* TASK *
Extract only the lines from the start of the entries below to the line with "c.textAlign = isNaN(turn) ? turn : align;", inclusive; omit every picture.

Stored data entries:
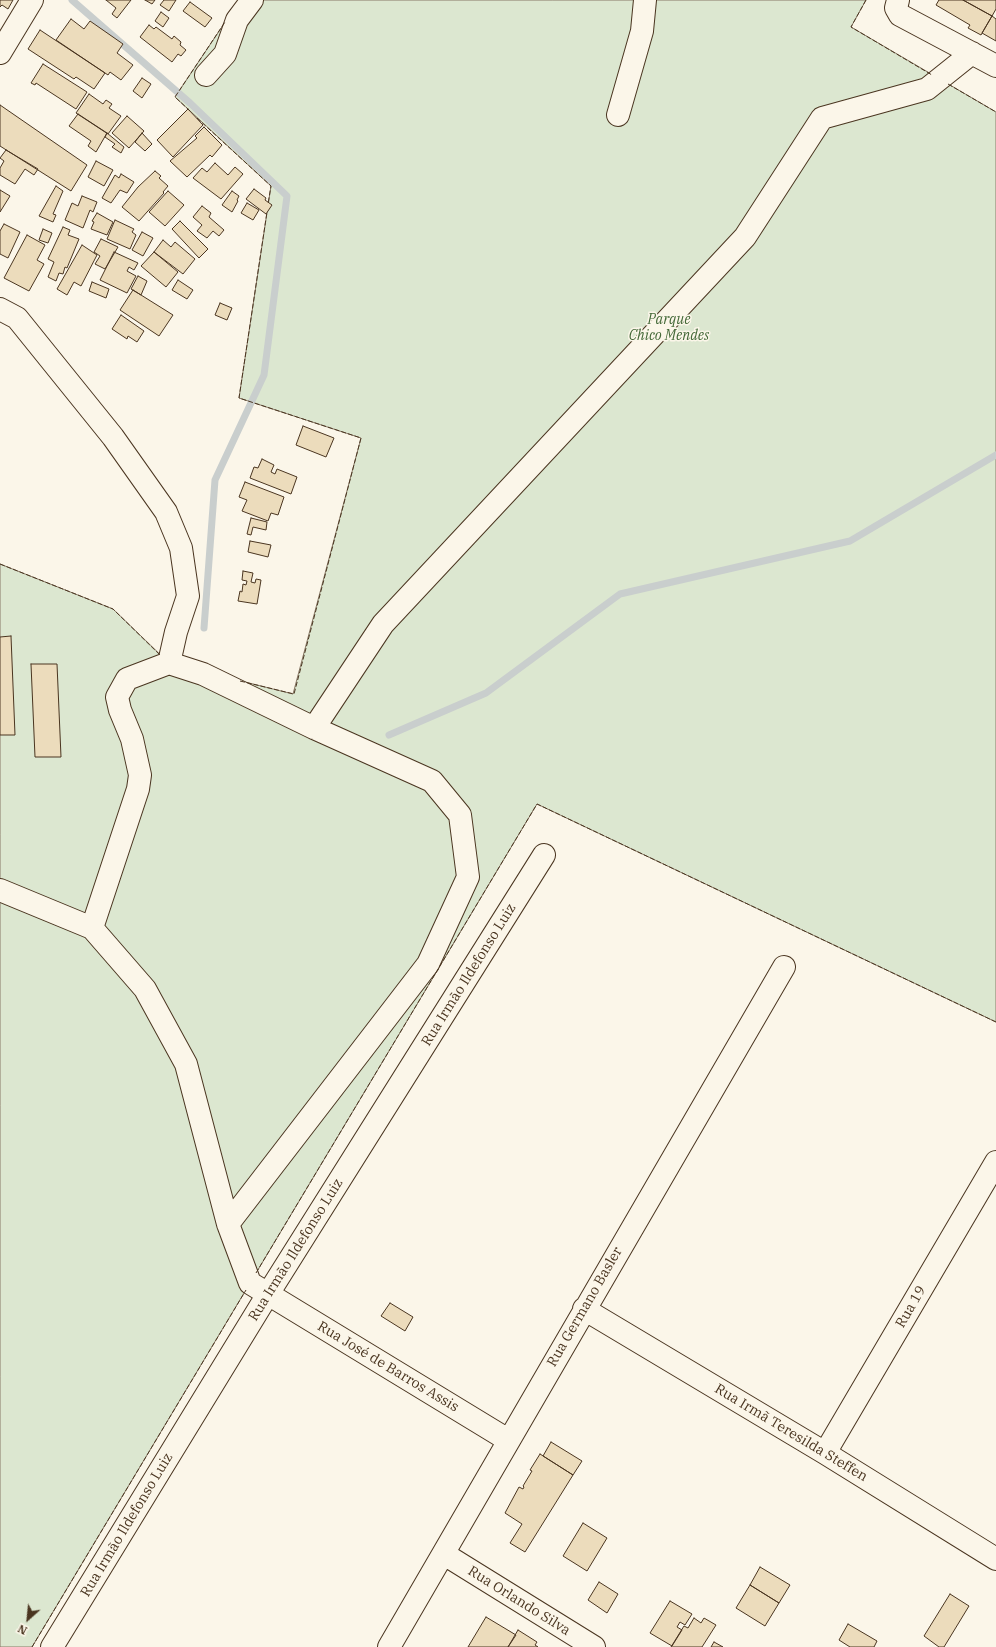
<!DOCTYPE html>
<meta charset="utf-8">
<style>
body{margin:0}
#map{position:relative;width:996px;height:1647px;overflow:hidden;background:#fbf6e9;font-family:"IBM Plex Serif",serif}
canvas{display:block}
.north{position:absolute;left:8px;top:1599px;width:40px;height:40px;-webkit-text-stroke:3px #fbf6e9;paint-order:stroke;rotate:207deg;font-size:11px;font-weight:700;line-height:16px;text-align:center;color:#4a3520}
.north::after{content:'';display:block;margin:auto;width:14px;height:18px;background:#4a3520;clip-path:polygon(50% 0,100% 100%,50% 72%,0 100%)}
</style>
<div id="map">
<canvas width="996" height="1647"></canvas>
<div class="north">N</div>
</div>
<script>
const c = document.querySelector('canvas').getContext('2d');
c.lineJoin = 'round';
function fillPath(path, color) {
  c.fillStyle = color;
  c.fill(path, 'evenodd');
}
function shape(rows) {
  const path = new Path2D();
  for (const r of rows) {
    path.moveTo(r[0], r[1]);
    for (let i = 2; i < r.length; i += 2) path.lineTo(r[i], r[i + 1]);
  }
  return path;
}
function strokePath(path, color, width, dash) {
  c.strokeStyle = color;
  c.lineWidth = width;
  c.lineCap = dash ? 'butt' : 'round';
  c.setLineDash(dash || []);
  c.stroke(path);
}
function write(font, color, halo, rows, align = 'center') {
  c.font = font + ' "IBM Plex Serif",serif';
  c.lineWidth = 3;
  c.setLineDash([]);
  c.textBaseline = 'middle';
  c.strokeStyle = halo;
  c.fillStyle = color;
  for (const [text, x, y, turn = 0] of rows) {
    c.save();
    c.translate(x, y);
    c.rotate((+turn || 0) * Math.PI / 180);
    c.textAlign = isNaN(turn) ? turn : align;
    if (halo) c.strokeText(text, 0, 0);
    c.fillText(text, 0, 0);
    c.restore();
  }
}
const green = shape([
 [240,0,866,0,851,27,996,112,996,1022,537,804,32,1647,0,1647,0,564,113,609,169,663,293,694,361,438,239,398,271,186,175,97,240,0]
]);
fillPath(green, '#dce7d0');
strokePath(green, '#887966', 1);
strokePath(shape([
 [72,0,190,103,287,196,264,375,215,480,204,628],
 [389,735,486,693,620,594,850,541,996,455]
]), '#c9cecd', 7);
const building = shape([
 [0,0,13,0,8,9,2,5,0,7,0,0],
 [106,0,131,0,117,18,112,14,116,8,106,0],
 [145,0,155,0,152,4,145,0],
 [164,0,176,0,169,11,160,5,164,0],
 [939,0,963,0,992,16,981,35,968,28,970,25,936,5,939,0],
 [963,0,996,0,996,9,992,16,963,0],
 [190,2,212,18,205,27,183,11,190,2],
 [161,12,169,18,163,27,155,21,161,12],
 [992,16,996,19,996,41,982,33,992,16],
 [71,19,84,29,90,21,123,44,117,53,133,65,121,80,110,72,108,75,56,40,71,19],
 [149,25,154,29,156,27,172,39,174,36,181,42,180,45,186,50,181,56,178,54,172,62,140,37,149,25],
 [40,30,105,73,94,89,76,77,74,79,28,49,40,30],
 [43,64,87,92,76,109,36,83,35,85,31,83,43,64],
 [142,78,151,84,142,98,133,91,142,78],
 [89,94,103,104,106,100,112,104,109,108,121,116,108,134,76,113,89,94],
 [0,105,87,165,71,191,0,146,0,105],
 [188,109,203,125,173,157,157,140,188,109],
 [78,114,107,133,96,152,88,146,91,141,69,126,78,114],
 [127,116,144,131,129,148,112,133,127,116],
 [204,127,222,145,212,157,210,155,187,177,170,161,197,138,195,136,204,127],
 [107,133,124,147,121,153,112,147,115,144,105,137,107,133],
 [142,133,152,144,145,151,135,142,142,133],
 [6,150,38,169,34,175,25,169,15,184,0,175,0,168,4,161,0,158,6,150],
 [96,161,113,170,104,186,88,177,96,161],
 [215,163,228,175,235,167,243,174,221,199,193,178,202,168,207,172,215,163],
 [155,171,161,176,159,178,168,186,163,192,164,193,139,221,122,207,138,187,155,171],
 [121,174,134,182,127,193,120,190,111,203,102,198,115,175,119,178,121,174],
 [56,186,63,191,53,214,56,215,53,222,39,216,56,186],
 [254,189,266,198,265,200,272,205,266,214,246,199,254,189],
 [0,190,10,196,0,212,0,190],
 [168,191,184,205,165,226,149,212,168,191],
 [232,191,239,196,237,200,238,201,232,212,222,205,232,191],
 [82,196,97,202,93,212,90,210,83,228,65,220,72,203,78,206,82,196],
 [247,203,259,210,253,220,241,213,247,203],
 [202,206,211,213,209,217,224,230,219,236,213,231,207,238,197,231,202,225,193,217,202,206],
 [97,213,113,222,107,235,91,229,94,222,92,221,97,213],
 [115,220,134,229,132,232,136,235,130,249,107,239,115,220],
 [180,221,208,249,199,258,172,229,180,221],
 [4,224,20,232,8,258,0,254,0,231,4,224],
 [63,227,70,230,68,235,79,239,67,268,65,267,63,274,59,273,56,281,48,277,54,262,48,259,63,227],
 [43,229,52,233,48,243,39,240,43,229],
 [142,232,153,238,143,256,132,250,142,232],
 [27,235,45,245,37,260,44,264,29,291,4,278,27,235],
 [101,239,118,247,105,269,95,264,100,256,94,252,101,239],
 [163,240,171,247,175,242,195,259,183,274,154,252,163,240],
 [82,245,97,255,81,286,74,282,67,295,57,289,82,245],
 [114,252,138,263,134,270,129,267,127,271,136,276,127,293,100,280,114,252],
 [154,252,178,272,166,287,141,266,154,252],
 [138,276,147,281,141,295,131,289,138,276],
 [178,280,193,290,187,299,172,290,178,280],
 [92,282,109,289,106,298,89,291,92,282],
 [133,290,173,315,159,336,120,310,133,290],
 [220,303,232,308,227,320,215,315,220,303],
 [121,315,144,331,137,342,128,336,127,339,112,329,121,315],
 [303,426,334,438,326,457,296,445,303,426],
 [262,459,274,465,271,472,275,474,277,469,297,477,291,494,250,478,254,467,258,468,262,459],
 [245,482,284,497,278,515,271,513,268,521,242,511,247,500,239,497,245,482],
 [251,518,267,522,266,530,253,527,251,535,247,534,251,518],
 [250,541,271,545,268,557,248,552,250,541],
 [243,571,253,573,251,582,255,583,256,579,261,580,257,604,238,601,240,591,242,592,243,584,246,585,247,581,242,580,243,571],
 [11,636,15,735,0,735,0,637,11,636],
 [31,664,57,664,61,757,35,757,31,664],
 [390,1303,413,1317,405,1331,381,1316,390,1303],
 [551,1442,582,1461,573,1475,543,1456,551,1442],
 [540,1454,573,1475,525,1552,510,1543,522,1524,505,1513,519,1487,523,1489,524,1487,523,1486,532,1471,530,1470,540,1454],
 [583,1523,607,1538,587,1571,563,1556,583,1523],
 [760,1567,790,1585,779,1603,750,1585,760,1567],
 [599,1582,618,1594,607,1613,588,1600,599,1582],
 [750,1585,779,1603,765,1626,736,1608,750,1585],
 [950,1594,969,1606,944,1647,939,1647,924,1636,950,1594],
 [670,1601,692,1614,685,1625,680,1622,677,1627,682,1630,672,1646,650,1633,670,1601],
 [486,1617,516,1635,508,1647,468,1647,486,1617],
 [694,1618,701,1623,704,1618,716,1625,702,1647,671,1647,684,1626,688,1628,694,1618],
 [848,1624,877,1641,874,1647,850,1647,839,1640,848,1624],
 [518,1630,537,1642,535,1645,538,1647,508,1647,518,1630],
 [714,1642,723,1647,711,1647,714,1642]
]);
fillPath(building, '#ecdcbc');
strokePath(building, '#4a3520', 1);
const minor = shape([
 [898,0,896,8,900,15,996,66],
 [0,53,32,0],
 [206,75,225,54,237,20,252,0],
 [618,115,642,31,645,0],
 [0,309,17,318,113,437,166,512,181,548,188,596,176,632,169,663],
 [314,728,383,624,745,237,822,118,927,89,972,53],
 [0,890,92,928,145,989,186,1064,228,1224,250,1283,508,1440],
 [92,928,138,789,140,775,132,739,120,710,117,697,127,679,169,663,203,674,314,728,432,781,460,815,468,877,428,964,228,1224],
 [584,1309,825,1453,996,1559],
 [825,1453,996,1162],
 [444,1554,594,1647],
 [52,1647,268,1294,544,855],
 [389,1647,784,967]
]);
strokePath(minor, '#4a3520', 24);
strokePath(minor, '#fbf6e9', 22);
strokePath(shape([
 [866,0,851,27,932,75],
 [948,84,996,112],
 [190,111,175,97,225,22],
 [197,118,271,186,268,204],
 [0,564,113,609,161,656],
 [240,681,294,694,361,438,239,398,267,212],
 [256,1273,537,804,996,1022],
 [32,1647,246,1290]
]), '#4a3520', 1, [5, 2]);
write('italic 14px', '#436837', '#fbf6e9', [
 ["Parque",669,320],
 ["Chico Mendes",669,336]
]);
write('14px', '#4a3520', '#fbf6e9', [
 ["Rua Irmão Ildefonso Luiz",469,975,-58],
 ["Rua Irmão Ildefonso Luiz",296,1250,-58],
 ["Rua Germano Basler",585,1307,-60],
 ["Rua 19",911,1307,-60],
 ["Rua José de Barros Assis",388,1367,31],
 ["Rua Irmã Teresilda Steffen",791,1433,31],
 ["Rua Irmão Ildefonso Luiz",127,1525,-59],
 ["Rua Orlando Silva",519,1601,32]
]);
</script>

* RESULT OF THIS TASK *
<!DOCTYPE html>
<meta charset="utf-8">
<style>
body{margin:0}
#map{position:relative;width:996px;height:1647px;overflow:hidden;background:#fbf6e9;font-family:"IBM Plex Serif",serif}
canvas{display:block}
.north{position:absolute;left:8px;top:1599px;width:40px;height:40px;-webkit-text-stroke:3px #fbf6e9;paint-order:stroke;rotate:207deg;font-size:11px;font-weight:700;line-height:16px;text-align:center;color:#4a3520}
.north::after{content:'';display:block;margin:auto;width:14px;height:18px;background:#4a3520;clip-path:polygon(50% 0,100% 100%,50% 72%,0 100%)}
</style>
<div id="map">
<canvas width="996" height="1647"></canvas>
<div class="north">N</div>
</div>
<script>
const c = document.querySelector('canvas').getContext('2d');
c.lineJoin = 'round';
function fillPath(path, color) {
  c.fillStyle = color;
  c.fill(path, 'evenodd');
}
function shape(rows) {
  const path = new Path2D();
  for (const r of rows) {
    path.moveTo(r[0], r[1]);
    for (let i = 2; i < r.length; i += 2) path.lineTo(r[i], r[i + 1]);
  }
  return path;
}
function strokePath(path, color, width, dash) {
  c.strokeStyle = color;
  c.lineWidth = width;
  c.lineCap = dash ? 'butt' : 'round';
  c.setLineDash(dash || []);
  c.stroke(path);
}
function write(font, color, halo, rows, align = 'center') {
  c.font = font + ' "IBM Plex Serif",serif';
  c.lineWidth = 3;
  c.setLineDash([]);
  c.textBaseline = 'middle';
  c.strokeStyle = halo;
  c.fillStyle = color;
  for (const [text, x, y, turn = 0] of rows) {
    c.save();
    c.translate(x, y);
    c.rotate((+turn || 0) * Math.PI / 180);
    c.textAlign = isNaN(turn) ? turn : align;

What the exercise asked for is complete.